Manual

Hobbes3 is a software package for efficiently mapping DNA snippets (reads) against a reference DNA sequence. It can map short and long reads, and supports Hamming distance (only substitutions) and edit distance (substitutions/insertions/deletions). Hobbes3 accepts both single-end and paired-end reads for alignment, and can run on multiple CPU cores using multithreading. It supports three input formats (Fastq, Fasta, and text files) and the SAM output format. Ambiguous bases such as the 'N' character are treated as mismatches.

Manual page for the previous versions (Hobbes 1.x) is here

System Requirements

  • We developed and tested Hobbes3 under Ubuntu 14.04.2 LTS 64-bit.
  • GCC. Hobbes3 uses GCC builtin functions. We used GCC 4.8.2
  • CMake. Required for compiling Hobbes3 (sudo apt-get install cmake).
  • The following libraries are required if you want to map compressed reads
       - libbz2 and libz (sudo apt-get install libbz2-dev libz-dev).
       - boost-iostreams (sudo apt-get install libboost-iostreams-dev).
  • Compiling Hobbes3

  • Download the Hobbes3 source from here.
  • Extract the contents of the archive (tar -zxvf hobbes-3.0.tar.gz).
  • cd into the Hobbes3 source root directory (cd hobbes3.0).
  • Run either "build.sh nocompress" or "build.sh compress".
  •    - build.sh nocompress: compressed reads are not supported.
       - budil.sh compress: compressed reads are supported.
         (the "compress" option requires libboost, libbz2, libz libraries).
  • The Hobbes3 binaries are placed in the "build" directory.
  • Constructing a Hobbes3 Index

    Usage

    ./hobbes-index --sref <input fasta file> \
                   -i <output index file> -g <gram length> -p <number of threads>
    

    Example

    ./hobbes-index --sref hg18.fa -i hg18.hix -g 11 -p 4

    Options

    --sref <file> Reference sequence file to index in fasta format.
    --dref <dir> Uses all fasta files in given directory as reference sequence. File names become chromosome names.
    -i <file> Create Hobbes3 index into given file.
    -g <int> Use given gram length to build a Hobbes3 index. We recommend a gram length of 11. We support gram lengths up to 16, but the index size will increase dramatically after gram length 13.
    -p <int> Use given number of parallel pthreads to construct the index.
    --noprogress Disable progress indicator.

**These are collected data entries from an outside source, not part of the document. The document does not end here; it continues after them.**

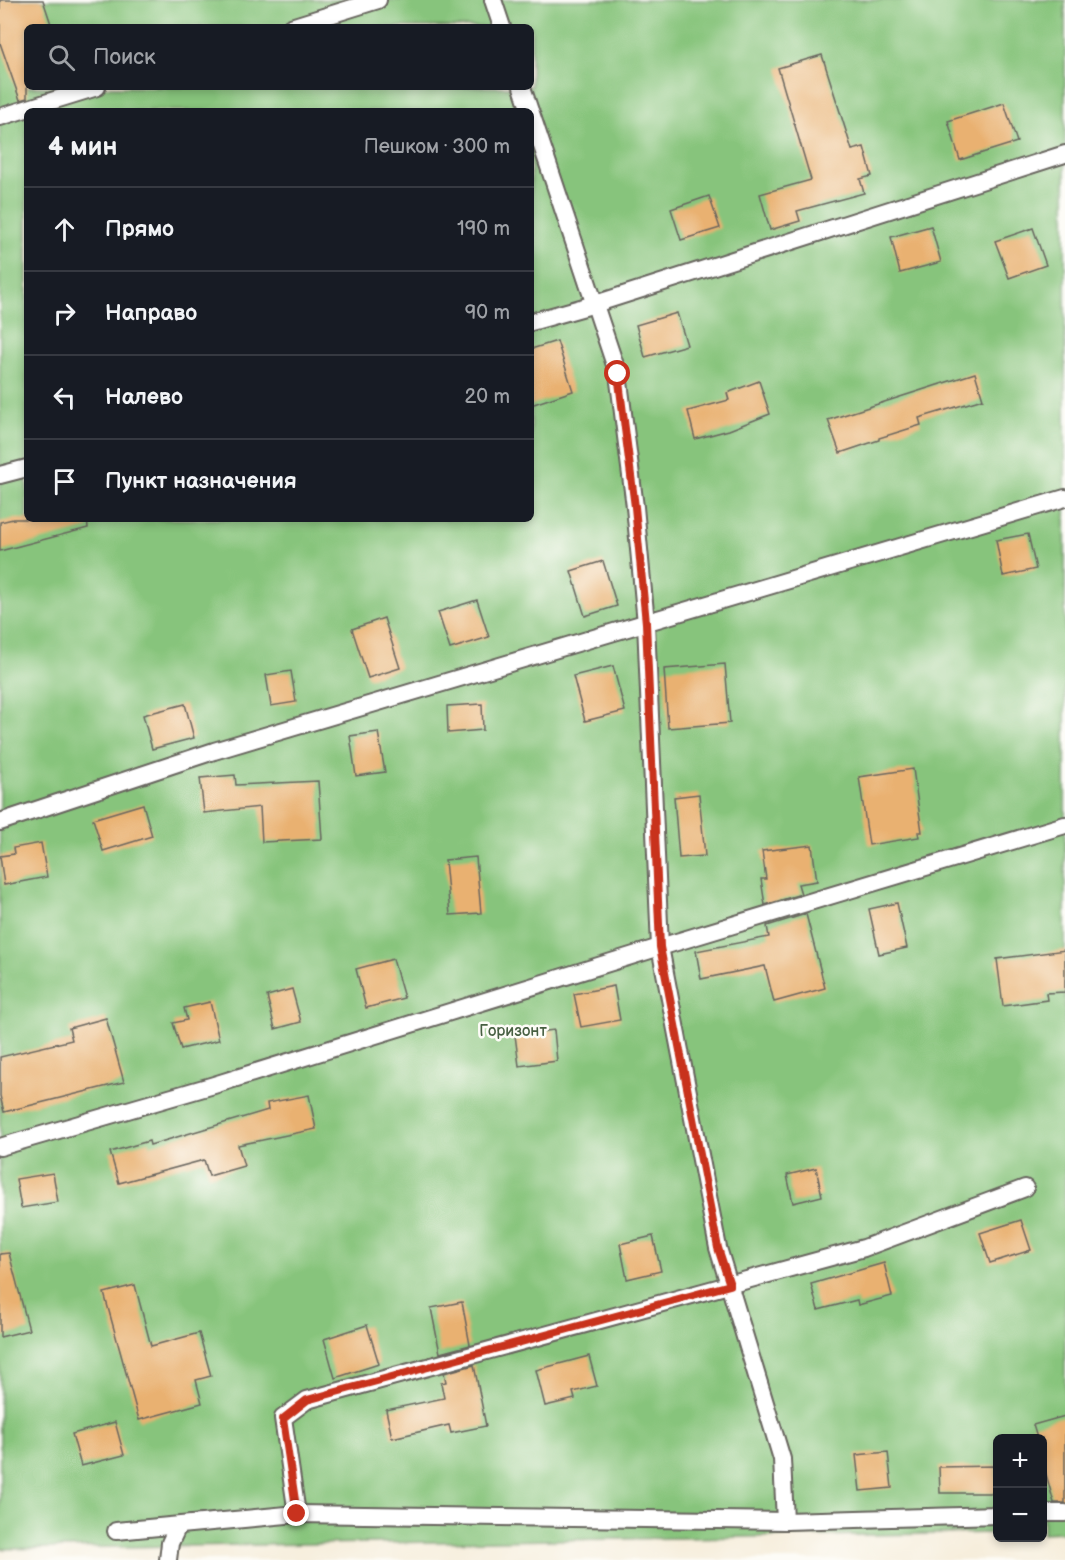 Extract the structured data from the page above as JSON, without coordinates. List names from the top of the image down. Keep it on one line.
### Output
{"parks":["Горизонт"],"page":{"search":"Поиск","heading":["4 мин","Пешком · 300 m"],"list":[["Прямо","190 m"],["Направо","90 m"],["Налево","20 m"],"Пункт назначения"],"map_buttons":["+","−"]}} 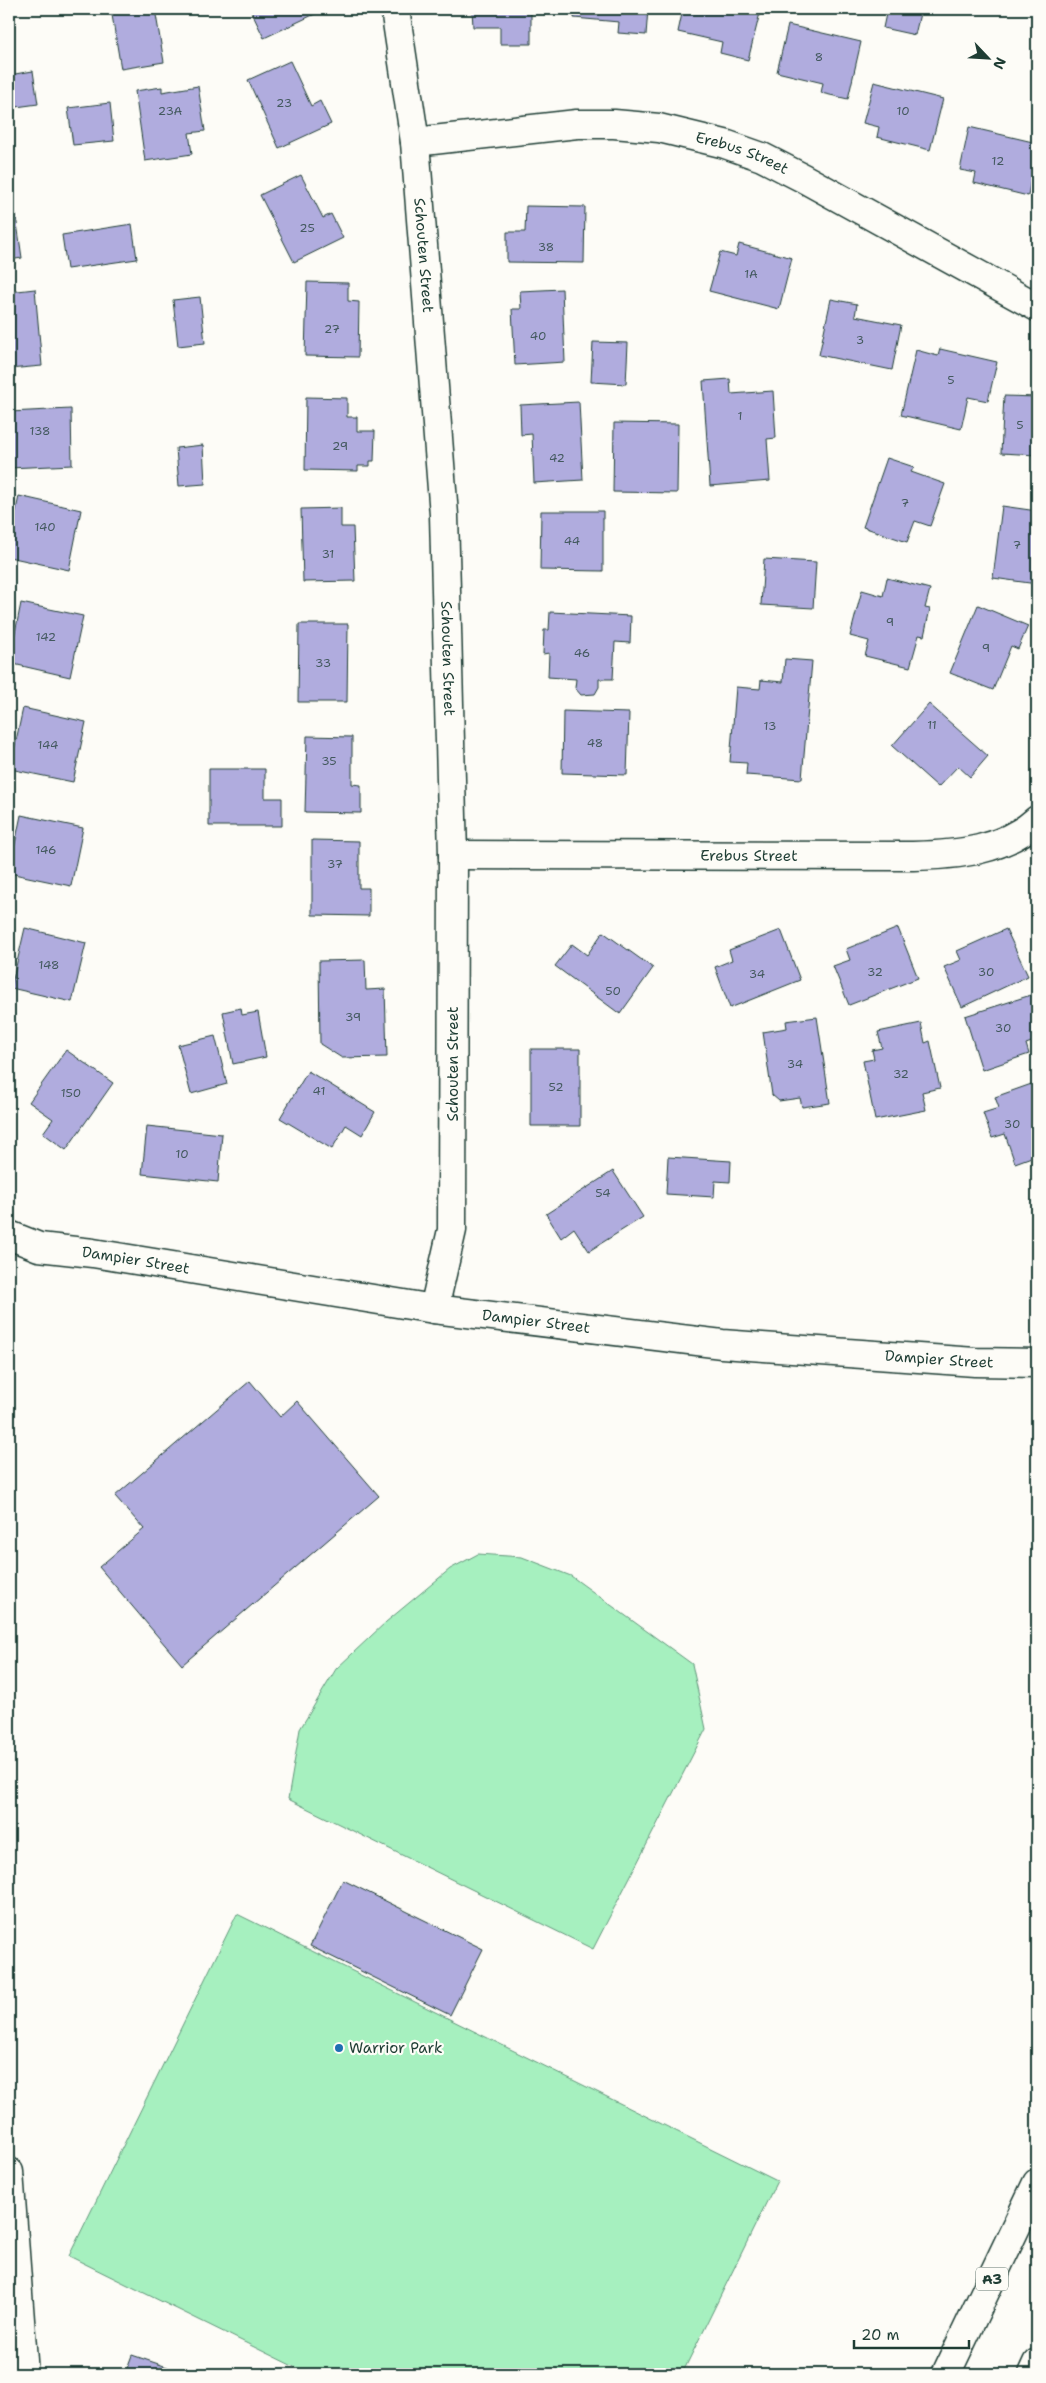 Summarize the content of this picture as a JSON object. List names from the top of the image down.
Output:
{
  "streets": {
    "main road": [
      "Erebus Street",
      "Schouten Street",
      "Dampier Street",
      "A3"
    ]
  },
  "crossings": [
    ["Erebus Street", "Schouten Street"],
    ["Schouten Street", "Dampier Street"]
  ],
  "places": ["Warrior Park"],
  "house_numbers": [
    "8",
    "23",
    "23A",
    "10",
    "12",
    "25",
    "38",
    "1A",
    "27",
    "40",
    "3",
    "5",
    "1",
    "5",
    "138",
    "29",
    "42",
    "7",
    "140",
    "44",
    "7",
    "31",
    "9",
    "142",
    "9",
    "46",
    "33",
    "11",
    "13",
    "48",
    "144",
    "35",
    "146",
    "37",
    "148",
    "32",
    "30",
    "34",
    "50",
    "39",
    "30",
    "34",
    "32",
    "52",
    "41",
    "150",
    "30",
    "10",
    "54"
  ],
  "scale_bar": "20 m",
  "north": "bottom right"
} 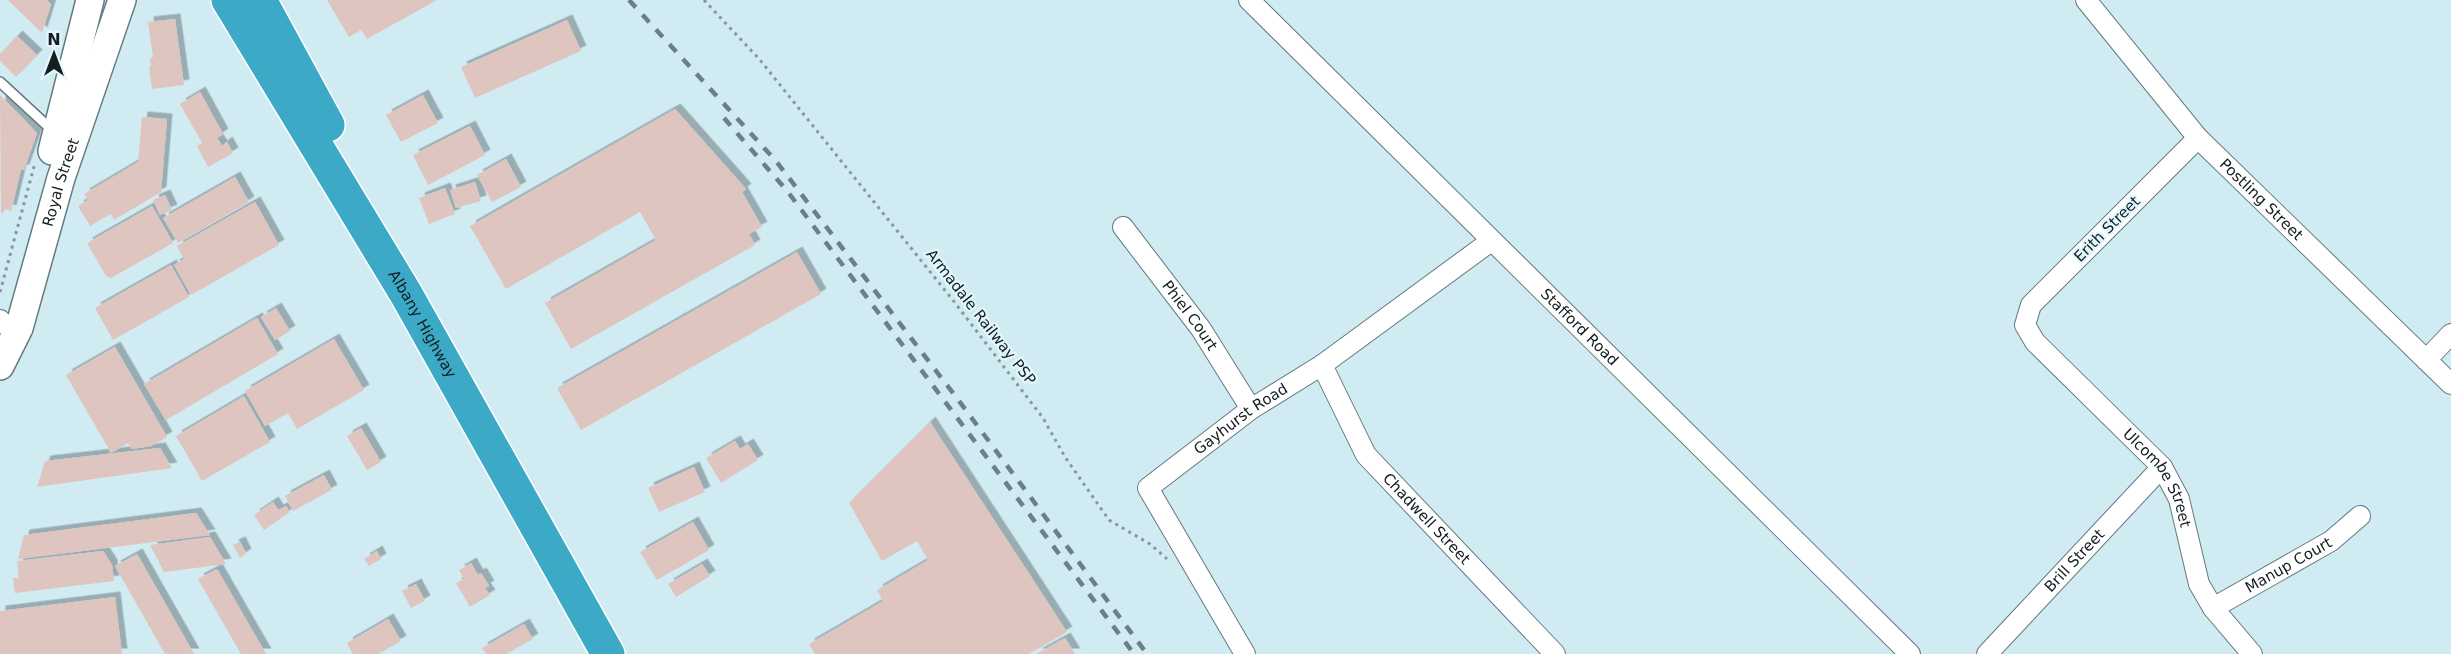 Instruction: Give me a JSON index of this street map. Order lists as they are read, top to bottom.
{
  "streets": {
    "highway": ["Albany Highway"],
    "main road": ["Royal Street"],
    "street": [
      "Postling Street",
      "Erith Street",
      "Phiel Court",
      "Stafford Road",
      "Gayhurst Road",
      "Ulcombe Street",
      "Chadwell Street",
      "Brill Street",
      "Manup Court"
    ],
    "path": ["Armadale Railway PSP"]
  },
  "crossings": [
    ["Postling Street", "Erith Street"],
    ["Erith Street", "Ulcombe Street"],
    ["Phiel Court", "Gayhurst Road"],
    ["Stafford Road", "Gayhurst Road"],
    ["Gayhurst Road", "Chadwell Street"],
    ["Ulcombe Street", "Brill Street"],
    ["Ulcombe Street", "Manup Court"]
  ],
  "north": "top"
} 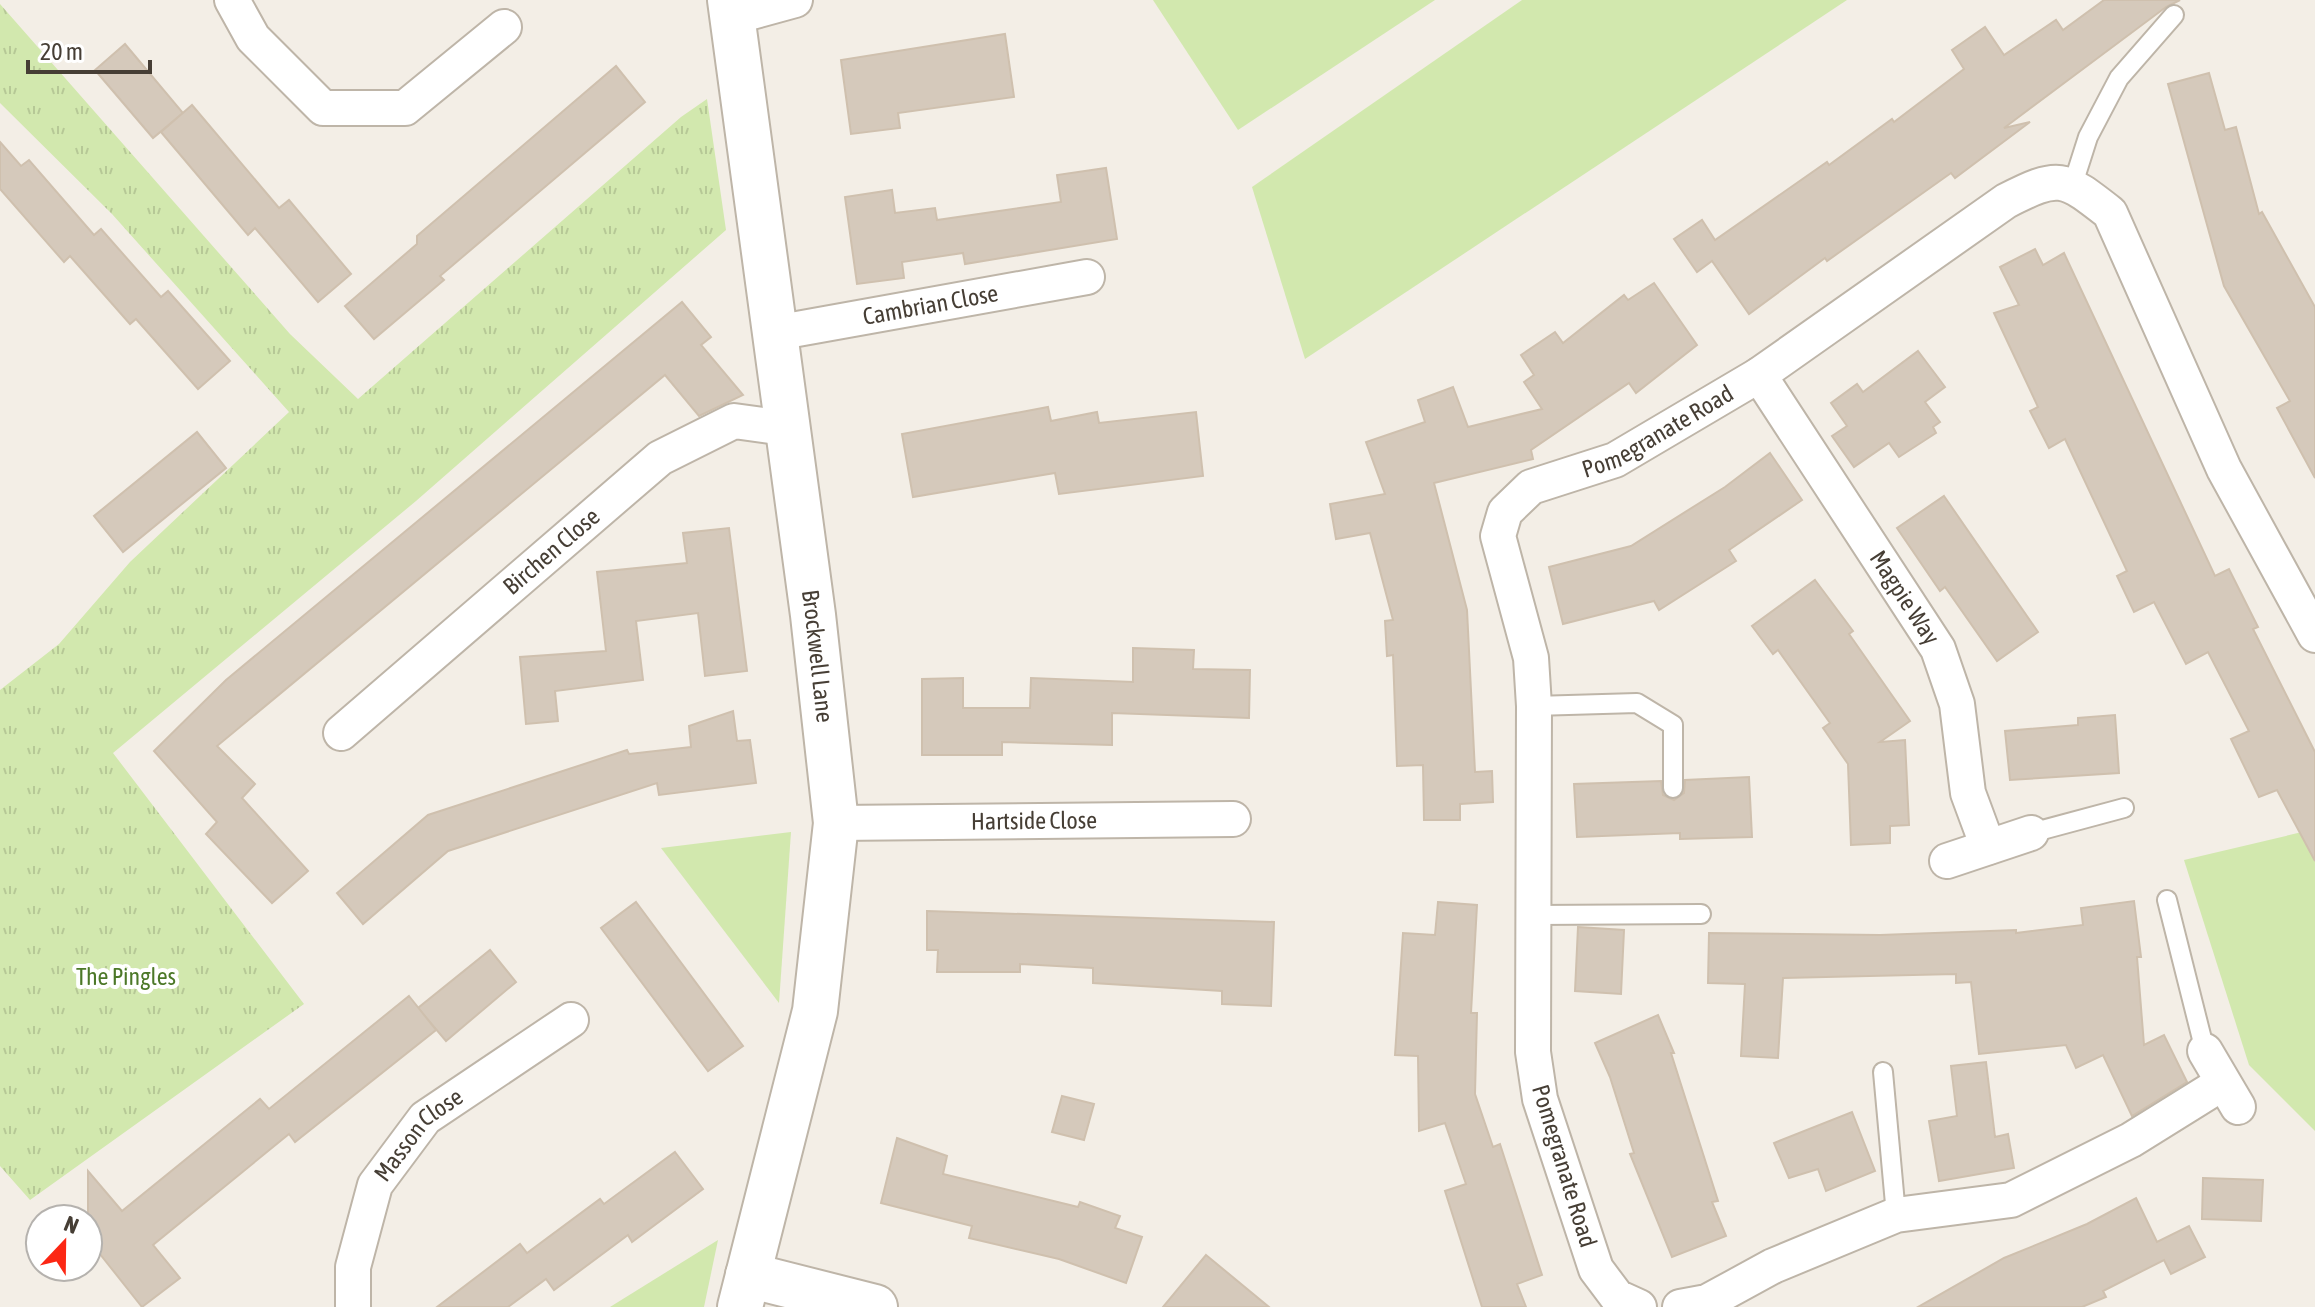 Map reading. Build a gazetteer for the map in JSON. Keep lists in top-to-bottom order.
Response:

    Mapping Reads with Hobbes3

    Single-End Reads

    1) Hamming distance (substitutions only):
    ./hobbes -q <input fastq file> --sref <fasta reference file>       \
             -i <hobbes index file> -a --hamming -v <hamming distance> \
             -n <number of reads> -p <number of threads>
    
    2) Edit distance (substitutions/insertions/deletions):
    ./hobbes -q <input fastq file> --sref <fasta reference file>  \
             -i <hobbes index file> -a --indel -v <edit distance> \
             -n <number of reads> -p <number of threads>
    
    Examples:

    hobbes -q reads.fq --sref hg18.fa -i hg18.hix -a --hamming -v 2 -n 10000 -p 16
    hobbes -q reads.fq --sref hg18.fa -i hg18.hix -a --indel -v 2 -n 10000 -p 16

    Paired-End Reads

    1) Hamming distance (substitutions only):
    ./hobbes --pe                                                               \
             --seqfq1 <first read fastq file> --seqfq2 <second read fastq file> \
             --min <minimum insert size> --max <maximum insert size>            \
             --sref <fasta reference file> -i <hobbes index file>               \
             -a --hamming -v <hamming distance> -n <number of reads>            \
             -p <number of threads>
    
    2) Edit distance (substitutions/insertions/deletions):
    ./hobbes --pe                                                               \
             --seqfq1 <first read fastq file> --seqfq2 <second read fastq file> \
             --min <minimum insert size> --max <maximum insert size>            \
             --sref <fasta reference file> -i <hobbes index file>               \
             -a --indel -v <hamming distance> -n <number of reads>              \
             -p <number of threads>
    
    Examples:
    ./hobbes --pe --seqfq1 reads1.fq --seqfq2 reads1.fq  --min 50 --max 150 \
             --sref hg18.fa -i hg18.hix -a --hamming -v 2 -n 10000 -p 16
    ./hobbes --pe --seqfq1 reads1.fq --seqfq2 reads1.fq  --min 50 --max 150 \
             --sref hg18.fa -i hg18.hix -a --indel   -v 2 -n 10000 -p 16
    

    Read Input Options

    -q <file> Map single-end reads in given fastq file.
    -r <file> Map single-end reads in given line-by-line text file.
    -f <file> Map single-end reads in given fasta file.
    -c <string> Map given single-end read (only maps a single read).
    --seqfq1 <file> First fastq file for paired-end reads. Requires --pe.
    --seqfq2 <file> Second fastq file for paired-end reads. Requires --pe.
    --gzip Reads file is compressed with gzip.
    --bzip2 Reads file is compressed with bzip2.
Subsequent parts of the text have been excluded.